Data to use |
━━━━

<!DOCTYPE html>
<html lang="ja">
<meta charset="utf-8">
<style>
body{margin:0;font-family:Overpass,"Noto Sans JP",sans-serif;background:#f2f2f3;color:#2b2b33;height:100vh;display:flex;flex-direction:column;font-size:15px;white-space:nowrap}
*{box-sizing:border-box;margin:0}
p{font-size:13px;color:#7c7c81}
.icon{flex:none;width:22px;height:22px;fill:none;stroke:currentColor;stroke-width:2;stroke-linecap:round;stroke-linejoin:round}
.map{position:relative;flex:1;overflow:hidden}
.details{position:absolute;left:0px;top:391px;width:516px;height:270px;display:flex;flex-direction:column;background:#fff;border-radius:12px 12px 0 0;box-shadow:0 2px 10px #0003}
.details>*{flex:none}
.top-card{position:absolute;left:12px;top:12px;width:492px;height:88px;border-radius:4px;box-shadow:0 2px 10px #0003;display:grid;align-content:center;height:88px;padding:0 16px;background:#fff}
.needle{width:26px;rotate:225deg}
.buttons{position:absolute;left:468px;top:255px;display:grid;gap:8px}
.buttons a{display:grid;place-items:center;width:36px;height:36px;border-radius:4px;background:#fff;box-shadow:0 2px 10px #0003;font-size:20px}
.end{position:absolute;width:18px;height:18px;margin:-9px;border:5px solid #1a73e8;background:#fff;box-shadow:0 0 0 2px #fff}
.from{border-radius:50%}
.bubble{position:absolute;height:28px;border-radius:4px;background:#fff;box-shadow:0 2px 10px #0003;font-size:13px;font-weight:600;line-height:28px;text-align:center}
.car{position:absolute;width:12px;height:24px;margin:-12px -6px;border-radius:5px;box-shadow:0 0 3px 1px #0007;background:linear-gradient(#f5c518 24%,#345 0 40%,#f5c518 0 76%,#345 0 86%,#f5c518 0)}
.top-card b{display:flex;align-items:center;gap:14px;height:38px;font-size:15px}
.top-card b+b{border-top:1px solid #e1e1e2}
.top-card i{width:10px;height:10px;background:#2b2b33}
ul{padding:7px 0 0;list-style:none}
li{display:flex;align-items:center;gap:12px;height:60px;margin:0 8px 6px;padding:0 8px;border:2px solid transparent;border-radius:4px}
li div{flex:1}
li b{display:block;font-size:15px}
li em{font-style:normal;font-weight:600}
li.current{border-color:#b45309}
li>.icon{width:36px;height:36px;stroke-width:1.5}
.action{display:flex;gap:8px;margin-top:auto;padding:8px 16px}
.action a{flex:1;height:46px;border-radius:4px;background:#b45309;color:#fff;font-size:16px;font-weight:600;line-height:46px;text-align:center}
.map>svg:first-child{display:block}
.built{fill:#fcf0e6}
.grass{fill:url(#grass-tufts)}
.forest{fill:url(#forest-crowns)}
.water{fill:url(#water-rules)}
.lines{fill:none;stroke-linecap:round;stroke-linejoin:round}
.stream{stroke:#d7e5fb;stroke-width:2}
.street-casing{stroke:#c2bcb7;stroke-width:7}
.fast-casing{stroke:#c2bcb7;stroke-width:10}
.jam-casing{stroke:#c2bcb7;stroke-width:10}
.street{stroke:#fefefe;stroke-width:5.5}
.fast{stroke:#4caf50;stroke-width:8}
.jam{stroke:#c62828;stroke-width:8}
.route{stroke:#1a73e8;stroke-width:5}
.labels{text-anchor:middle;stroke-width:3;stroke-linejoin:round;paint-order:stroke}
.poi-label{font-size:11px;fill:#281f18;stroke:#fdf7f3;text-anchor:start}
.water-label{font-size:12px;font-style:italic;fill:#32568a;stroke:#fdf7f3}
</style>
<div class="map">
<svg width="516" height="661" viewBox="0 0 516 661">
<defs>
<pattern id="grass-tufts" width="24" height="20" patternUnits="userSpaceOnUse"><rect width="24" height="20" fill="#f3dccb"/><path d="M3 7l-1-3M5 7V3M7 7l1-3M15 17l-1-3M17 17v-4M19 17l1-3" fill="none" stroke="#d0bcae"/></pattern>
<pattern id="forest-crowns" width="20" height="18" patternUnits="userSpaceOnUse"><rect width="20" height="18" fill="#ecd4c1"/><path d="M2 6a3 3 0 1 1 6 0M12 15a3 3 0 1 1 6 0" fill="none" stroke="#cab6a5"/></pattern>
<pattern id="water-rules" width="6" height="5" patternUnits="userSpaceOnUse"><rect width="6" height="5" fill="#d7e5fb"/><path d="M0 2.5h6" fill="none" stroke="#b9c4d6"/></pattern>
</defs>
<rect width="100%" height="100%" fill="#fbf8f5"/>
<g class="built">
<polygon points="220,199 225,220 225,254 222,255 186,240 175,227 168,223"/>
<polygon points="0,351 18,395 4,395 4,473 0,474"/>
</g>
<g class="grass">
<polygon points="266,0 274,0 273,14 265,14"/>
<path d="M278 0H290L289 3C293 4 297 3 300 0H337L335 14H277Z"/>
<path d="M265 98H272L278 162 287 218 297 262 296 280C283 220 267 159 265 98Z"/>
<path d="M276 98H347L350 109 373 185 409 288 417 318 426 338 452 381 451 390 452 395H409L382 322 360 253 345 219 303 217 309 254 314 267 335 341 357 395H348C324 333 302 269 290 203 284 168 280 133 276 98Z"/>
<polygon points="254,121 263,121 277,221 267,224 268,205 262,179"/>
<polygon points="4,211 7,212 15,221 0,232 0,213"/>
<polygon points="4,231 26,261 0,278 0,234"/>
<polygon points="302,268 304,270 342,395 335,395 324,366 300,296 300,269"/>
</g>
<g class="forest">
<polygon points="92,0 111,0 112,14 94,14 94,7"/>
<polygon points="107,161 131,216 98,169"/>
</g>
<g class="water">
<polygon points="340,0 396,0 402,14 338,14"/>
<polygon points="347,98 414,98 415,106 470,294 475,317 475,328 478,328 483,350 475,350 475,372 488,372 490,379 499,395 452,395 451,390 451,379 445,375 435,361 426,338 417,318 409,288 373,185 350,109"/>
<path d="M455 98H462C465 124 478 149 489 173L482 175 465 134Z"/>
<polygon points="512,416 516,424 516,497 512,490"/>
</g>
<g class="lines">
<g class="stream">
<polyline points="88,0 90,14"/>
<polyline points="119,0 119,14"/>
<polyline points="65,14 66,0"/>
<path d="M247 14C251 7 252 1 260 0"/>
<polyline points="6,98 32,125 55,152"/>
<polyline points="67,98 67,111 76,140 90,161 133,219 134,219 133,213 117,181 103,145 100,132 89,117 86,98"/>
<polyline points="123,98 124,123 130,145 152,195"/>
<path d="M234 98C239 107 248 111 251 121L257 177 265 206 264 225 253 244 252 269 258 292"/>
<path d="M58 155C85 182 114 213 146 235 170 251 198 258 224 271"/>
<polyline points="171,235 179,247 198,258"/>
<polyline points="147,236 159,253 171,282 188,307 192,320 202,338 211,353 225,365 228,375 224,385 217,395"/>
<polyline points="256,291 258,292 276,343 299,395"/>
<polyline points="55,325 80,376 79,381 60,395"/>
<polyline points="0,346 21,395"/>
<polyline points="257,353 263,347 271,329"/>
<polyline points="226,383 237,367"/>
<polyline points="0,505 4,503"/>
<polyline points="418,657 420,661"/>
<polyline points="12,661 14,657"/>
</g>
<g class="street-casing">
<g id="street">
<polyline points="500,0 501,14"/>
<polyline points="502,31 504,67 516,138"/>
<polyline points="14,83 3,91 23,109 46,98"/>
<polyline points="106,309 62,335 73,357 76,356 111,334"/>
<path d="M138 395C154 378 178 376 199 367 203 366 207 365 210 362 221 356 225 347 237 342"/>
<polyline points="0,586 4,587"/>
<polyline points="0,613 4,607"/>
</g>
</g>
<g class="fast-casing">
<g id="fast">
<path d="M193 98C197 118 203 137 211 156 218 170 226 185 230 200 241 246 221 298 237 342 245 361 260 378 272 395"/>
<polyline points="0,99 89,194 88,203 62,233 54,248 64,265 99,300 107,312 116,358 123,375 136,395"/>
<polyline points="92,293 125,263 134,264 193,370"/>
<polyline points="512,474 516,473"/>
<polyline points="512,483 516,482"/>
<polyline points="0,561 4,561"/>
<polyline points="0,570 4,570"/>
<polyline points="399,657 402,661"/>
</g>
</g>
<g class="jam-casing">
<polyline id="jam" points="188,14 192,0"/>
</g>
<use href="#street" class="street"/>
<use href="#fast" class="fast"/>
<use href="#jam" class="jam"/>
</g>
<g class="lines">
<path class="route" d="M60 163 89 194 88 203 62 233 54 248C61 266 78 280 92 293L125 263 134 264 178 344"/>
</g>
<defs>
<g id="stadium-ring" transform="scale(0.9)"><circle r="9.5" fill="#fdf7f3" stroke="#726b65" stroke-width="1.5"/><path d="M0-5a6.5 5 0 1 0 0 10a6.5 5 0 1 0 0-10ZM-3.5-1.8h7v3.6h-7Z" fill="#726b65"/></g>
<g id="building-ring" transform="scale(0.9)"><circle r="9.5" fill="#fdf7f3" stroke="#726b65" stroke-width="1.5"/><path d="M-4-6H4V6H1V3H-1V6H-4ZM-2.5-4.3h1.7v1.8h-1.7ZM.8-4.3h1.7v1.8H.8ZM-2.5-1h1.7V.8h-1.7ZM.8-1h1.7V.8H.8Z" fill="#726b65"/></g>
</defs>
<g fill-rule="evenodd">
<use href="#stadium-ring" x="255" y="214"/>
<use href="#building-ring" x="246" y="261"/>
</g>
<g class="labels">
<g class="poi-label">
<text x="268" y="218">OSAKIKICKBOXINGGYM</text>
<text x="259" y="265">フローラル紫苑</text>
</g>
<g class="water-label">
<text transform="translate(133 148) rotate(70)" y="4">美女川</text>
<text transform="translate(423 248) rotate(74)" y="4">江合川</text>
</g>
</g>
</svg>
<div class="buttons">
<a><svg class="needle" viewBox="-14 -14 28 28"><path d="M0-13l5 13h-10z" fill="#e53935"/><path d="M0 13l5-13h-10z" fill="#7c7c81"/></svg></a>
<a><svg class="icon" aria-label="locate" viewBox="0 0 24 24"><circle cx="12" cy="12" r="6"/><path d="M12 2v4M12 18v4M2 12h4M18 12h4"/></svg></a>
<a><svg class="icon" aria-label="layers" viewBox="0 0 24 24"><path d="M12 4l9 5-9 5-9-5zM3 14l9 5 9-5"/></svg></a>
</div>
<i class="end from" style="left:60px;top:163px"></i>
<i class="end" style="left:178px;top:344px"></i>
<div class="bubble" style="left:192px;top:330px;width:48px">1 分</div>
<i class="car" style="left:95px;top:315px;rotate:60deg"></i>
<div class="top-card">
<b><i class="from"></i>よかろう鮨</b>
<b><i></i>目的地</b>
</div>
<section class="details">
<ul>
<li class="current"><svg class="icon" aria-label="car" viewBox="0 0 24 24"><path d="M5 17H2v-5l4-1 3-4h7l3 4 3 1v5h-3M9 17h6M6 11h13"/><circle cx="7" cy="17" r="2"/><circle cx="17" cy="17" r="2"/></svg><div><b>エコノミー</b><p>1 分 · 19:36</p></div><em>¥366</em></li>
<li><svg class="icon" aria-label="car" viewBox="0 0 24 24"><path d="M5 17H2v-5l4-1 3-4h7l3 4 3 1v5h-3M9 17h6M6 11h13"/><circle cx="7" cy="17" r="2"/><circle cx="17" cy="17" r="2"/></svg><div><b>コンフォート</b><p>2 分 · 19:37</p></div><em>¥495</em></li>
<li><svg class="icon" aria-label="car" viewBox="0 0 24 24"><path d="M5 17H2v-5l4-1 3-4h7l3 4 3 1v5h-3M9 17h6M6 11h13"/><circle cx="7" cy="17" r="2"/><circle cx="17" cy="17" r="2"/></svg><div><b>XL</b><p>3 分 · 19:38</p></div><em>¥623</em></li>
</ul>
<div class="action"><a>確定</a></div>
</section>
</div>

━━━━

Task prompt |
Your answer should be one number: how many lines above contain "linecap".

Problem solution |
2